In the high heat-resistant single-component adhesive of embodiments 9 to 12: the flame-retardant color paste can also contain color paste for color matching, flame retardants with different flame-retardant mechanisms, thixotropic regulators, other auxiliary agents and other components according to the needs.

The application (use) method of the high heat-resistant single-component adhesive prepared in the above embodiments 9 to 12 is as follows: after the surface treatment of the device to be bonded and packaged is finished, a proper amount of high-heat-resistance single-component adhesive is dispensed to a proper position through an automatic dispenser or a manual dispenser, then the device is placed in an oven at the temperature of 120-150 ℃ for curing for 30-60 min, and then the device is naturally cooled to the room temperature.

The relevant criteria used for the technical indicators herein are as follows:

viscosity: testing according to GB/T2794-2013 'Single-cylinder rotational viscometer method for measuring viscosity of adhesives';

glass transition temperature measured according to ISO11357-3, Differential Scanning Calorimetry (DSC) part 3, determination of melting and crystallization enthalpies and temperatures;

thermal decomposition temperature: testing according to GB/T27761-;

coefficient of thermal expansion: tested according to ISO11359-2, section 2 of thermomechanical analysis (TMA), determination of the linear thermal expansion coefficient and the glass transition temperature;

shore D hardness: testing according to GB/T2411-2008 using a hardness tester for testing indentation hardness of plastics and hard rubber;

shear adhesion strength: testing according to GB/T7124-;

cold and hot impact: according to GB/T2423.22-2012 environmental test part 2: test methods test N: temperature variation test, the switching is completed within 2min at high temperature and low temperature, and the switching time is-40 ℃/1 h-135 ℃/1 h.
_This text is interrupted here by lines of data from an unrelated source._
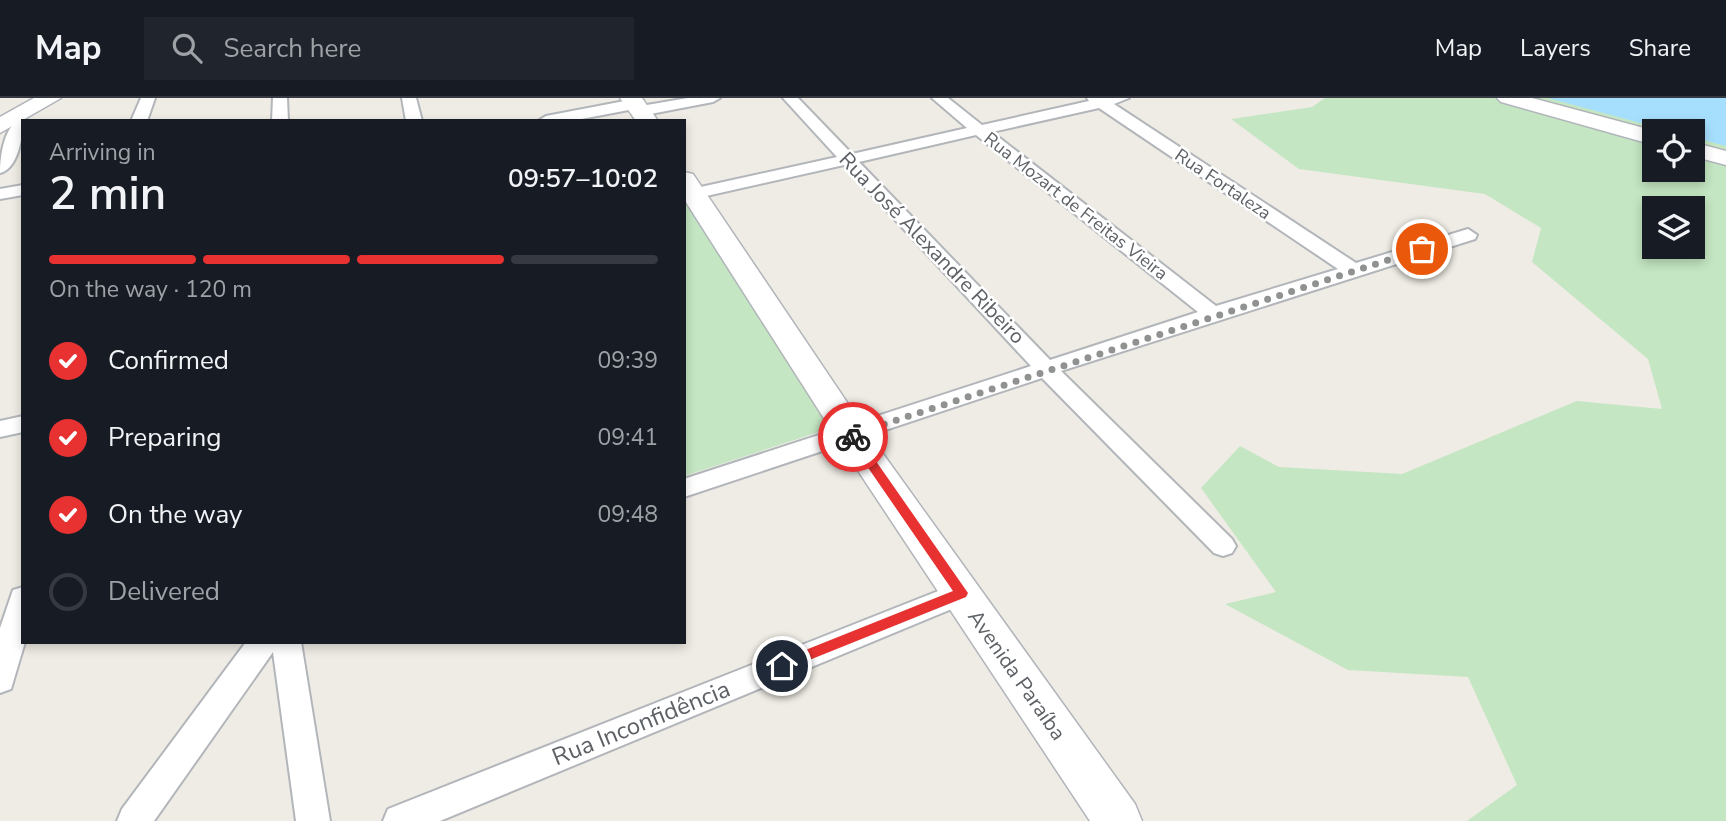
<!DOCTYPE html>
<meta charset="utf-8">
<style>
:root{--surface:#171b24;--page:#20242c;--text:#f1f3f6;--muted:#9ea1a6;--line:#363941;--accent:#e83232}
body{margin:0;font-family:"Nunito Sans",sans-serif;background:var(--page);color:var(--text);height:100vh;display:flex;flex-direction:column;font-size:26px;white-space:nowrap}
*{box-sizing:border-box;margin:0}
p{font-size:23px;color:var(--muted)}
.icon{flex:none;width:38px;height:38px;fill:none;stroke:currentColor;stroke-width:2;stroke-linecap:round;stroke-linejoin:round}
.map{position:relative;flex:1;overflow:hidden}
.details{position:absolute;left:21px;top:21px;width:665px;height:525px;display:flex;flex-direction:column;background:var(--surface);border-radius:0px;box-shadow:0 4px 10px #0003}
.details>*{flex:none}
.controls{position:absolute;left:1642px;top:21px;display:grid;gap:14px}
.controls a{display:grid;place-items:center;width:63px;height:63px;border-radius:0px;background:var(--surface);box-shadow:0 4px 10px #0003;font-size:35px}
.pin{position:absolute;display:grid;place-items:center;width:60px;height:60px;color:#fff;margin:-30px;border:4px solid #fff;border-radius:50%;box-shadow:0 2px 7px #0007}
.courier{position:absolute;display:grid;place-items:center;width:70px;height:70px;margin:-35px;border:5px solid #e83232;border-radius:50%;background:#fff;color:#222;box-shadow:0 2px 9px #0007}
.summary em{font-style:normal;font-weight:600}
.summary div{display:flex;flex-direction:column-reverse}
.summary{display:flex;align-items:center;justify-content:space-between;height:119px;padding:0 28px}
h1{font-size:46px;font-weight:600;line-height:52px}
.bar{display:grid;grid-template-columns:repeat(4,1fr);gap:10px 7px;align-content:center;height:84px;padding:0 28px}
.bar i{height:9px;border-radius:5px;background:var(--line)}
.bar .on{background:var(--accent)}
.bar p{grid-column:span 4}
ol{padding:0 28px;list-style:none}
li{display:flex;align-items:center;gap:21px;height:77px}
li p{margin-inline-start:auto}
li .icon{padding:7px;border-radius:50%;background:var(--accent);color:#fff;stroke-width:4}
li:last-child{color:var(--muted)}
li i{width:38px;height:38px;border:4px solid var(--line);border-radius:50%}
header{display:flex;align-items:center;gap:42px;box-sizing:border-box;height:98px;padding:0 35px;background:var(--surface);border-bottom:2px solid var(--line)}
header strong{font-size:33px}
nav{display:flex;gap:38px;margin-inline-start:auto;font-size:24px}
.search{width:490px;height:63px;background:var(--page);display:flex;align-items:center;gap:18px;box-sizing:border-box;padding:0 24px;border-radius:0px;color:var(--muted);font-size:26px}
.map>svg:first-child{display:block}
.green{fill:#c4e6c2;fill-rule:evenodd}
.water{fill:#a6dffe}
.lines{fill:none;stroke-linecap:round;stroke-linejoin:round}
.street-casing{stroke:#b2b6ba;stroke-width:4}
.secondary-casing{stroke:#b1b5ba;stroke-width:3}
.street{fill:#fff;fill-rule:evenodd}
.secondary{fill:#fff;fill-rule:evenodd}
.route{fill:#e83232}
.done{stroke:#909292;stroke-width:7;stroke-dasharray:0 12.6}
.labels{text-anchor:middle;stroke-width:5;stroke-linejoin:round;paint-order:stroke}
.far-street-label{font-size:18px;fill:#5d6165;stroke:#fff}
.street-label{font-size:21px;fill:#5d6165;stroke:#fff}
.near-street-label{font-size:24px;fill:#5d6165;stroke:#fff}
</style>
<header>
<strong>Map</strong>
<div class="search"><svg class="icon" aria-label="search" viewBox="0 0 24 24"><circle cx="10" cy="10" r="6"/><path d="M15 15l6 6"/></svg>Search here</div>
<nav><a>Map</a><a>Layers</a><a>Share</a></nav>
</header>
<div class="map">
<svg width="1726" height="723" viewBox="0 0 1726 723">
<rect width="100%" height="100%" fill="#efece5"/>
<path class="green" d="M 1325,0 L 1726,0 L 1726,723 L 1467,723 L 1517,687 L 1468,579 L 1348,572 L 1225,506 L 1276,494 L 1201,390 L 1240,348 L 1279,369 L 1402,376 L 1577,303 L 1662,311 L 1648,261 L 1532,164 L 1541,130 L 1485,96 L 1299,71 L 1231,21 L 1312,9 ZM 1654,33 L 1692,33 L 1692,72 L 1654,72 ZM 1654,110 L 1692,110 L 1692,149 L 1654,149 Z
M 684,103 L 831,330 L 684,378 Z"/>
<path class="water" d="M 1548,0 L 1726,0 L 1726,48 L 1692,39 L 1692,33 L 1670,33 Z"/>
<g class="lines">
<defs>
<path id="street" d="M 141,0 L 155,0 L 147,23 L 131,23 Z
M 273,0 L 287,0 L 288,23 L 272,23 Z
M 402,0 L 416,0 L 422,23 L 406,23 Z
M 688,0 L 720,0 L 713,4 L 640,18 L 635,16 L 634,11 L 571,23 L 538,23 L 546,18 L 635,1 L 640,3 L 641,8 Z
M 783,0 L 798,0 L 852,56 L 967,30 L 932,0 L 948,0 L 982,27 L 1089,3 L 1087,0 L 1129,0 L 1114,6 L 1356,165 L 1468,131 L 1477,137 L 1475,141 L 1061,273 L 1232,441 L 1236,448 L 1232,455 L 1223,458 L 1214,455 L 1042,280 L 684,399 L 684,381 L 1031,268 L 844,67 L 693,101 L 687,100 L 684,96 L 687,92 L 837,59 ZM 1099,10 L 1338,171 L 1216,208 L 992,34 ZM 976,37 L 1198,214 L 1050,262 L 859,64 Z
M 23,20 L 29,23 L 23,23 C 23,38 18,71 0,75 C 0,59 4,25 23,20 Z
M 23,87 L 23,97 L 0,101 L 0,91 Z
M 23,318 L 23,334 L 0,339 L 0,323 Z
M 961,484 L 971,487 L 975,495 L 971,503 L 440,723 L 383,723 L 388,711 Z
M 23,489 L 23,544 L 25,544 L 11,591 L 0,595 L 0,530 L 13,492 Z
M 246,544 L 301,544 L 330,723 L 296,723 L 273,554 L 154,723 L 117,723 L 122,711 Z"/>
<path id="secondary" d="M 34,0 L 61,0 L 0,35 L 0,19 Z
M 620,0 L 642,0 L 658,23 L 636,23 Z
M 1497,0 L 1532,0 L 1655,33 L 1654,47 L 1501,4 Z
M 1692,44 L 1726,53 L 1726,67 L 1692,58 Z
M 684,74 L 693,76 L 863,328 L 1135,706 L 1142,723 L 1090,723 L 839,344 L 684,101 Z"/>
</defs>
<use href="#street" class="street-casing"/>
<use href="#secondary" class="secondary-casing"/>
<use href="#street" class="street"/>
<use href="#secondary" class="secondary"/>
</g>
<path class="route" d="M 849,336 L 857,336 L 968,495 L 966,499 L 782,573 L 778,572 L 778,563 L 953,493 L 849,342 Z"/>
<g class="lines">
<path class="done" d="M 853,339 L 851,337 L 1422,151"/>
</g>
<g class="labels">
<g class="far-street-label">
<text transform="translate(1223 86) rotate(34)" y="6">Rua Fortaleza</text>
<text transform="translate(1076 108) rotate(38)" y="6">Rua Mozart de Freitas Vieira</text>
</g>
<g class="street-label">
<text transform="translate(932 150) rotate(46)" y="7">Rua José Alexandre Ribeiro</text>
<text transform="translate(1017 577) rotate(55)" y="7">Avenida Paraíba</text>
</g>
<g class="near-street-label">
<text transform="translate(641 625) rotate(-22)" y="8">Rua Inconfidência</text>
</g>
</g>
</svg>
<div class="controls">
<a><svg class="icon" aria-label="locate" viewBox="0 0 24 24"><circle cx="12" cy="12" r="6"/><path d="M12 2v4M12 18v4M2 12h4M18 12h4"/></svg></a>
<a><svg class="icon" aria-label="layers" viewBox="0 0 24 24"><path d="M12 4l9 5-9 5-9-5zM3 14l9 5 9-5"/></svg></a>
</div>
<div class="pin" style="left:1422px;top:151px;background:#ea580c"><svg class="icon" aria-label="bag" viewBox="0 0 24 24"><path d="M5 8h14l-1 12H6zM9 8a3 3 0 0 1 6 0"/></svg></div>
<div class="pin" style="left:782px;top:568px;background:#1f2937"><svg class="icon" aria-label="home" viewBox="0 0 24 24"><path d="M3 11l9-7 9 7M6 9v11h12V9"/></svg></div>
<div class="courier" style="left:853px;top:339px"><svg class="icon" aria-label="bike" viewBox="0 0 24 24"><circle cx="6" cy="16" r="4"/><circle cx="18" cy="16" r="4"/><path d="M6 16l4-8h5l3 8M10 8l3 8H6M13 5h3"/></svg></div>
<section class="details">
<div class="summary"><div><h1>2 min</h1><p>Arriving in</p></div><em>09:57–10:02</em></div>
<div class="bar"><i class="on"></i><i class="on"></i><i class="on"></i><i></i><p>On the way · 120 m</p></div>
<ol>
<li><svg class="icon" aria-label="check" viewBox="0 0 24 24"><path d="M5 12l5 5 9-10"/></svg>Confirmed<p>09:39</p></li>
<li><svg class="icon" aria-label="check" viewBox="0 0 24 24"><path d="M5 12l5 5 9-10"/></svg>Preparing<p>09:41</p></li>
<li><svg class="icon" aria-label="check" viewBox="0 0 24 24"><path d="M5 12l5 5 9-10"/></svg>On the way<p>09:48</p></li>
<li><i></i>Delivered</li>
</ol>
</section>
</div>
In the above embodiment: the percentages used, not specifically noted, are weight (mass) percentages or percentages known to those skilled in the art; the proportions used, not specifically noted, are weight (mass) proportions; the parts by weight may each be grams or kilograms.

In the above embodiment: the process parameters (temperature, time, etc.) and the numerical values of the components in each step are in the range, and any point can be applicable.

The present invention and the technical contents not specifically described in the above examples are the same as those of the prior art, and the raw materials are all commercially available products.

The present invention is not limited to the above-described embodiments, and the present invention can be implemented with the above-described advantageous effects.